(MATERIAL SUPPLIED):
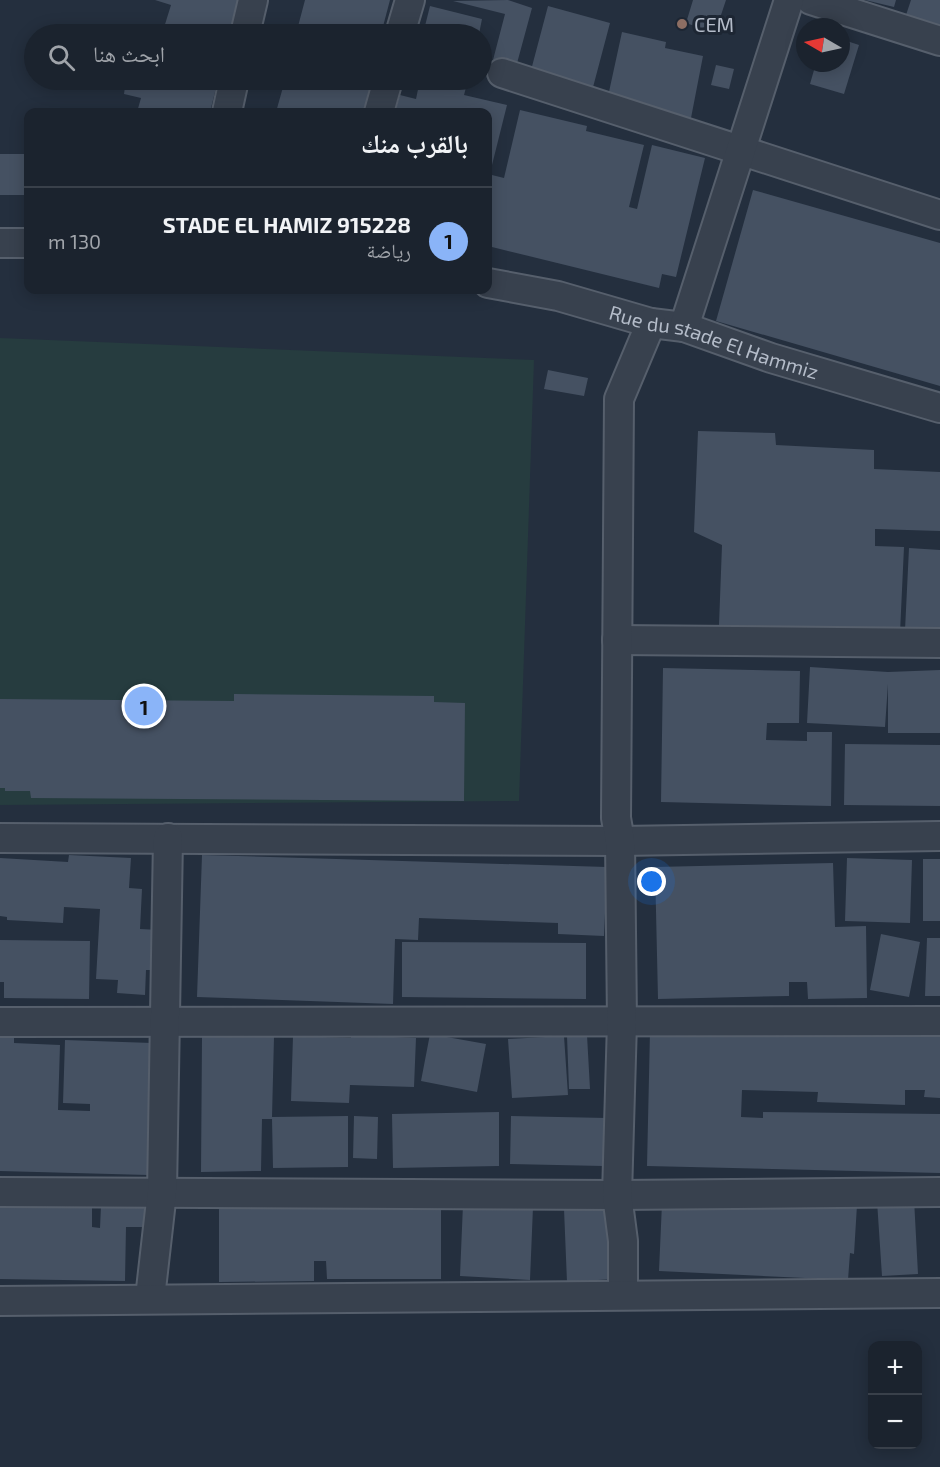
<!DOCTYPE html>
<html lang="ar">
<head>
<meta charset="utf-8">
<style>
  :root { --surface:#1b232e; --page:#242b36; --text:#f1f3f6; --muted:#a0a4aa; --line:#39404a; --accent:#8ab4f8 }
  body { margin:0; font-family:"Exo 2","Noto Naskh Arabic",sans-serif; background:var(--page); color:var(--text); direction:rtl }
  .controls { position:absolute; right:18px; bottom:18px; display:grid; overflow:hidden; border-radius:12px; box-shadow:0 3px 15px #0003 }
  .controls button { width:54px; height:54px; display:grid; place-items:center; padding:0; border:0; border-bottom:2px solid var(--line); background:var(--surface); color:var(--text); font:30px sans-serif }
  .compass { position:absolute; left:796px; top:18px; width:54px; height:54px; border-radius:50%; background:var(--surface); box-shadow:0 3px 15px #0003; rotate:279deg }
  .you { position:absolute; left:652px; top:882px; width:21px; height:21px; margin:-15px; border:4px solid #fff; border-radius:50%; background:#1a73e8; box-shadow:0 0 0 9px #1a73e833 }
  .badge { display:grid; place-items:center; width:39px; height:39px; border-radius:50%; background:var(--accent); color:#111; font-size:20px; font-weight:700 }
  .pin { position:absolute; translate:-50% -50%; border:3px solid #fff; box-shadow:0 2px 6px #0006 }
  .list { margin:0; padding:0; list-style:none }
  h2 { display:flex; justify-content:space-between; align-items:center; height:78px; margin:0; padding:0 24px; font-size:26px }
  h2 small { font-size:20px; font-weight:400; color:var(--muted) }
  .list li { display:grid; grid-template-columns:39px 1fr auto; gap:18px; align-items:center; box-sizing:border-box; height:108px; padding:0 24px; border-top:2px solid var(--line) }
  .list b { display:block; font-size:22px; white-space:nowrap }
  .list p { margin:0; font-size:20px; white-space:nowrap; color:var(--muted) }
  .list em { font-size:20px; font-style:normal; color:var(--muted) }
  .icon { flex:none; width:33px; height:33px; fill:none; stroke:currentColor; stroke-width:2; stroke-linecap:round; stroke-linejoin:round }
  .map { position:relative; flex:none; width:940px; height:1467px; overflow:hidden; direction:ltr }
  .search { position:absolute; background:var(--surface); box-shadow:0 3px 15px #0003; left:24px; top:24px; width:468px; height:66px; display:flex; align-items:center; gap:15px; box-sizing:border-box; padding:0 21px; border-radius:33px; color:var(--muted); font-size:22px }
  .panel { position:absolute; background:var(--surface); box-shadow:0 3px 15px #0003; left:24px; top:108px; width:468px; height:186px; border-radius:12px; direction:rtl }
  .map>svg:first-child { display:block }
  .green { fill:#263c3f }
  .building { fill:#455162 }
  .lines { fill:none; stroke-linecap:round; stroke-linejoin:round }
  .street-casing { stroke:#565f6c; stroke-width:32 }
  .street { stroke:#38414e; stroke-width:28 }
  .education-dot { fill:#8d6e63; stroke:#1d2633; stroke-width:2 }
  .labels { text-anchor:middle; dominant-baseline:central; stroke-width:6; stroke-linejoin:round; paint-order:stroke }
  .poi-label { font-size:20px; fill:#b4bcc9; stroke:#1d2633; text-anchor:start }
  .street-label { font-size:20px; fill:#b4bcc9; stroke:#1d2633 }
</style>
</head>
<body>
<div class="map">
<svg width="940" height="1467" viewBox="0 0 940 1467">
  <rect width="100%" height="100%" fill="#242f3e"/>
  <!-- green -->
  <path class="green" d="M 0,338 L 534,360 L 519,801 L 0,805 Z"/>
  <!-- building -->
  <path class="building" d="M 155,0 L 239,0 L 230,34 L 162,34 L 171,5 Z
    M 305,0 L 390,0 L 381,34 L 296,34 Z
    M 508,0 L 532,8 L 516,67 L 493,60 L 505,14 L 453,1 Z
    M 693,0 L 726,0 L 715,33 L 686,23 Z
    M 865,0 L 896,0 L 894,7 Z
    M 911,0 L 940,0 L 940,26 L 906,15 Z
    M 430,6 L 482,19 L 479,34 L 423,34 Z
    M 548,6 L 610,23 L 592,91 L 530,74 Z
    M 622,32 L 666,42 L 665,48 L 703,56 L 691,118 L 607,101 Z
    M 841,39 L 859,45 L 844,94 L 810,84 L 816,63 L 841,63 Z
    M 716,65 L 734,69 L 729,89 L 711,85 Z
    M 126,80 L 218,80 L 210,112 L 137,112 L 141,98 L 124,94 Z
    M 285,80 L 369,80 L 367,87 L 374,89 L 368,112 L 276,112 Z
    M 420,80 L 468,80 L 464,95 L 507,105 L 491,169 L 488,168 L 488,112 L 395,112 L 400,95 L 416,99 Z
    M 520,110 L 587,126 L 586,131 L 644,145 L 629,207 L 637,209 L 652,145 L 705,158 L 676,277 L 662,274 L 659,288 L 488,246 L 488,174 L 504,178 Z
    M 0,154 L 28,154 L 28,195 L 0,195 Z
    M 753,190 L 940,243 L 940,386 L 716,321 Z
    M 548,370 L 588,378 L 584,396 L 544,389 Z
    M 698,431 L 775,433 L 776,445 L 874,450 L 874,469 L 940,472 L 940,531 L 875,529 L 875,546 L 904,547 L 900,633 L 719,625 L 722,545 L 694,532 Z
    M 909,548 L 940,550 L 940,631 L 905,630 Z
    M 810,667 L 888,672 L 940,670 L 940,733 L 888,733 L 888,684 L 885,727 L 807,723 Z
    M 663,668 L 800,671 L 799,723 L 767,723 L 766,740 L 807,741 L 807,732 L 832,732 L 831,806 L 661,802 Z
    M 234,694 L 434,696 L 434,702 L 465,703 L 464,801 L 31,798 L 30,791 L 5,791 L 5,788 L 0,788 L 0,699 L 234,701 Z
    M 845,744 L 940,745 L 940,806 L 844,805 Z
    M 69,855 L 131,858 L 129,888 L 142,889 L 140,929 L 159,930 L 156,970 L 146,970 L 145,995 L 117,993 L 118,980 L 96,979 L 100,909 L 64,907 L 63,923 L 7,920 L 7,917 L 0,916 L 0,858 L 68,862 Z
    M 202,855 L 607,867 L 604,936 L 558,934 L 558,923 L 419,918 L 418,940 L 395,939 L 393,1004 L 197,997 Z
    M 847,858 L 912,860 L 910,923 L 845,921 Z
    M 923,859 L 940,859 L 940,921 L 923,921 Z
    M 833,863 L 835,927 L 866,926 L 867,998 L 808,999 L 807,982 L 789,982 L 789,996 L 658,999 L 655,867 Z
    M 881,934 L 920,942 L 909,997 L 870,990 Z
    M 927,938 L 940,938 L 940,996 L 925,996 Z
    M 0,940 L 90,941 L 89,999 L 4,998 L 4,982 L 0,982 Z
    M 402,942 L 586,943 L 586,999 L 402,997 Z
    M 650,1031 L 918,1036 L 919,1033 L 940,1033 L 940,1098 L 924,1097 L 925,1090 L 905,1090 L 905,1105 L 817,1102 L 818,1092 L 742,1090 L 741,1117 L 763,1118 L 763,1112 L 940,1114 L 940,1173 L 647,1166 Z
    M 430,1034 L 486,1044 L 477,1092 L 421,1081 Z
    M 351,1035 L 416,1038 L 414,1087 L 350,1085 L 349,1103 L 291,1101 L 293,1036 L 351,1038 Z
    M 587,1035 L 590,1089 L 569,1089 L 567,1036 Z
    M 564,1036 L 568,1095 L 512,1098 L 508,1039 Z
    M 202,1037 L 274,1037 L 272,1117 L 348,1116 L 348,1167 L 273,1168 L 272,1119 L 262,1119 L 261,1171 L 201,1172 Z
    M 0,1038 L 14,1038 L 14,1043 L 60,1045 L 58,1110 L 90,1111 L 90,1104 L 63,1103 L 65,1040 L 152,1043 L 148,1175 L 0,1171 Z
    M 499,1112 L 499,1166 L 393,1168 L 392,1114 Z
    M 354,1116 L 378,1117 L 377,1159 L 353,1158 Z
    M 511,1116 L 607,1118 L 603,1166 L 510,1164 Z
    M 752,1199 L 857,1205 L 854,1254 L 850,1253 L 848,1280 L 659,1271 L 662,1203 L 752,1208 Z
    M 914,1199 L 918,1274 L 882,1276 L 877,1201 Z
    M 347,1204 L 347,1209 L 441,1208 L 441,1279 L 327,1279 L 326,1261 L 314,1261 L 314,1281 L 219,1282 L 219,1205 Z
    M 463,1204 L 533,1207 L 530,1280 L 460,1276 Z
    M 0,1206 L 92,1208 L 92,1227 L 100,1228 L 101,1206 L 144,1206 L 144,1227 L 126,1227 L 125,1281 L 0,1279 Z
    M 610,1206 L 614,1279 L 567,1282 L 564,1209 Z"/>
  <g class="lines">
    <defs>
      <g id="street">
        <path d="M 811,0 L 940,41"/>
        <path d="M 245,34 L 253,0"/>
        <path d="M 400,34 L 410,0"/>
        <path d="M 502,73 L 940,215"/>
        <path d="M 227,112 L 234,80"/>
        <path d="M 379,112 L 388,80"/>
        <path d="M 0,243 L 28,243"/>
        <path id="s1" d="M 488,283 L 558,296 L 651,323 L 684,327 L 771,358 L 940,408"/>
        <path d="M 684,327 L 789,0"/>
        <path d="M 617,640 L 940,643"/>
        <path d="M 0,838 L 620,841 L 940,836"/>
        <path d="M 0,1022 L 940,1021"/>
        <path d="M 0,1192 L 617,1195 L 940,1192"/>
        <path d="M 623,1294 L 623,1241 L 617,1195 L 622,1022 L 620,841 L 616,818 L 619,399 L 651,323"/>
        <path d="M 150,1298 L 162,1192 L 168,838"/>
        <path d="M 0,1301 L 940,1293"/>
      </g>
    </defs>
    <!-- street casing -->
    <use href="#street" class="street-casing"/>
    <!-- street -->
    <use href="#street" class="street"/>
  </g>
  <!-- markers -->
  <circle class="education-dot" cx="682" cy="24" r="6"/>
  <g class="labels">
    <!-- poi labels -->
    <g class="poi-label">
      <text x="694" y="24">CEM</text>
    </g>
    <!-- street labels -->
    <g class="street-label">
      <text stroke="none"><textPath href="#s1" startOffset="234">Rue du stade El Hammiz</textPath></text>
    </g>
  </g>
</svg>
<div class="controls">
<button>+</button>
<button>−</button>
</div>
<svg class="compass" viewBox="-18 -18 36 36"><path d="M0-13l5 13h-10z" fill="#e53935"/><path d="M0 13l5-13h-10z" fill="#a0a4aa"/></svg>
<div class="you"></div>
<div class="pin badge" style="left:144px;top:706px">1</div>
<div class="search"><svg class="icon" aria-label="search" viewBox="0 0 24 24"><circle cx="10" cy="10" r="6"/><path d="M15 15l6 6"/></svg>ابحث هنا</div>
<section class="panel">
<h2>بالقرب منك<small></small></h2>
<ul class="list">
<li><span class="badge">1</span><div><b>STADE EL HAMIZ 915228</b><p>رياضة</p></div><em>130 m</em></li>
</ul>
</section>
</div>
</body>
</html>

(WHAT IS NEEDED): Look over the listing and say how many lines hold the string "nowrap". Nothing but the number is needed.

(ANSWER): 2